OCR'd magazine scans

edited July 2011 in Sinclair Miscellaneous
Hi all,

I've been working on OCR'ing some magazine scans over the last few weeks, and combining the images together into a searchable, indexed PDF for each issue. I've started with Crash, and I've now got the entire lot done. Although there's indexes available on the web (not least at WoS), having the PDF's indexed and "local" makes it very easy to find certain words or subjects. They look great on the iPad too :)

Here's a 10-page sample of some pages from issue 39:

http://bit.ly/baDI1d (temporary link, won't work forever :) )

The purpose of this post is to ask:
  • Am I duplicating something that's already been done by others?
  • Does the sample look OK? It's pretty good for me using OS X Preview: the OCR isn't 100% perfect, as you'd expect (example: the LM advert), and the paragraph detection occasionally gets confused, but it's still fine for searching.
  • If not, is this something that anyone else would find useful? Or is it just me? :)

The file size per "issue" is roughly 50% more than the equivalent JPG size - I've had to use "high quality" compression to avoid adding to the already lossy JPGs.

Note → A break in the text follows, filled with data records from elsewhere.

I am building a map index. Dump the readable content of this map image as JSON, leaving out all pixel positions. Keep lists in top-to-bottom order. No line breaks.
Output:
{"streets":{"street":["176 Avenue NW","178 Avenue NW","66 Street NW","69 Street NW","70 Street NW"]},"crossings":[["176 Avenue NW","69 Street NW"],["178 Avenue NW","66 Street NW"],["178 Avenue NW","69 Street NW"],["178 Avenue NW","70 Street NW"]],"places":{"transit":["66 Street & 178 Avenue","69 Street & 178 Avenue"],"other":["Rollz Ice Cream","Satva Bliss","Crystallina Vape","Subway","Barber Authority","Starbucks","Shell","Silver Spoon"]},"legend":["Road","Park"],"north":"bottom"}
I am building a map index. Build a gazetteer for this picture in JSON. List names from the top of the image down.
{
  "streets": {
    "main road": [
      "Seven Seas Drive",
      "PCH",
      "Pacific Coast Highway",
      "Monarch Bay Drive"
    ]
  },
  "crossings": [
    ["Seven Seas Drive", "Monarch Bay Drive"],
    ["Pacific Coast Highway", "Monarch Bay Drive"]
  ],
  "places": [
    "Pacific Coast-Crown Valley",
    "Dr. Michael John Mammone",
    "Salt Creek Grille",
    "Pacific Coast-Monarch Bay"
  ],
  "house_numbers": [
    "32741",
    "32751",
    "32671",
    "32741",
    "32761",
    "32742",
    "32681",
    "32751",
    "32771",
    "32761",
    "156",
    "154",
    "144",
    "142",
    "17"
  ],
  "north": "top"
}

I'm planning to OCR and "compile" Your Spectrum, Your Sinclair, Sinclair User and PCG next. If this is of interest to others, I'll happy share the results.
Post edited by KenD on
«134

Comments

  • edited July 2010
    I am working my way through OCRing the weekly mags, Home Computing Weekly, Popular Computing Weekly and (not started yet) New Computer Express.

    If you start on any of those drop me a PM so we don't duplicate.
  • edited July 2010
    I don't know how relevant this is, or practicable, but I once uploaded a scan from PCW to Evernote and it OCR'd and indexed it quite nicely - zero effort from me. The problems with this approach are obvious, but I thought I'd throw it in there just in case it sparks off an idea in someone else!
  • edited July 2010
    Could you please explain how this works? I downloaded crash39sample.pdf into Acrobat (v5.0) and tried searching for text in it, but got no matches on anything. The document appears to be a selection of graphical objects; eg. if I use the Text Select Tool to select "APOCALYPSE SEGA" on the first page I get back:
    !"#$!%&"'() '(*!)
    L8E3?%
    
    I fear that I might be missing something obvious. Does the document use features not supported in Acrobat v5.0? - although I'd normally expect to get a warning when I opened the file if that was the case.
  • edited July 2010
    if I use the Text Select Tool to select "APOCALYPSE SEGA" on the first page I get back:
    !"#$!%&"'() '(*!)
    L8E3?%
    
    Apologies - entirely my fault. For some reason, the selection of the main PDF I copied out has mangled text. I've fixed it and reuploaded the file; can you try redownloading it and see if it's any better now?
  • edited July 2010
    That's better ...
    ---
    APOCALYPSE SEGA
    Uoyd Uoyd.
    Accordin According to al all th the new news an and report reports tha that I'v I've rea read lately lately, th the Da Day of th the
    Gam Game Consol Console is fas fast approaching approaching. Thei Their arriva arrival no now see seem inevitable inevitable, so
    I though thought
    I can see games consoles being marvellous devices for creative home
    entertainment - one day. But then they will be interactive, worked by
    computers, incorporating digitised video, sound recording, perhaps
    ---
    ... although the text from the left-hand column seems to have developed something of a stutter.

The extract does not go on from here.